MATERIALS PROVIDED Block Start

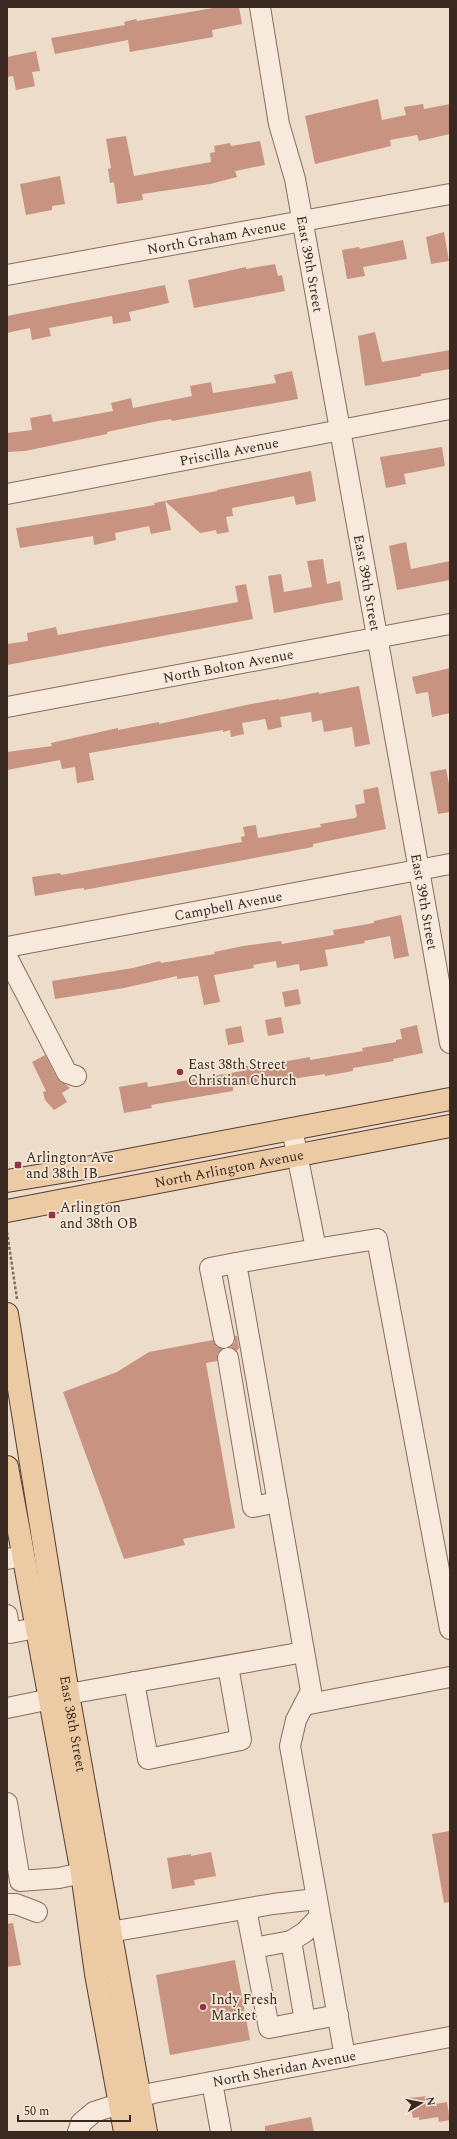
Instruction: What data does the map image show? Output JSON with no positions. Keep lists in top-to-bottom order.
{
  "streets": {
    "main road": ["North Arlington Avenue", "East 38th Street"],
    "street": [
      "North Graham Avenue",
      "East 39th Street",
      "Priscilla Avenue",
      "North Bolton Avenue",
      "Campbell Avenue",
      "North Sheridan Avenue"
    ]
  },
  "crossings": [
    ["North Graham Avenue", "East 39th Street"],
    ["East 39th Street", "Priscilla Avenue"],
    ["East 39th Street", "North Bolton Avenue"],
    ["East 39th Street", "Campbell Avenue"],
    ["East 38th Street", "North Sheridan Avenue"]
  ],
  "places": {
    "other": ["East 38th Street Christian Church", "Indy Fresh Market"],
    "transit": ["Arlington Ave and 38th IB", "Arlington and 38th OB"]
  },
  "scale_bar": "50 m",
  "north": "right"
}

MATERIALS PROVIDED Block End

> **TASK TO COMPLETE**:
Output the records above exactly as they are, leaving out the pictures.

> **ANSWER TO THIS EXERCISE**:
Instruction: What data does the map image show? Output JSON with no positions. Keep lists in top-to-bottom order.
{
  "streets": {
    "main road": ["North Arlington Avenue", "East 38th Street"],
    "street": [
      "North Graham Avenue",
      "East 39th Street",
      "Priscilla Avenue",
      "North Bolton Avenue",
      "Campbell Avenue",
      "North Sheridan Avenue"
    ]
  },
  "crossings": [
    ["North Graham Avenue", "East 39th Street"],
    ["East 39th Street", "Priscilla Avenue"],
    ["East 39th Street", "North Bolton Avenue"],
    ["East 39th Street", "Campbell Avenue"],
    ["East 38th Street", "North Sheridan Avenue"]
  ],
  "places": {
    "other": ["East 38th Street Christian Church", "Indy Fresh Market"],
    "transit": ["Arlington Ave and 38th IB", "Arlington and 38th OB"]
  },
  "scale_bar": "50 m",
  "north": "right"
}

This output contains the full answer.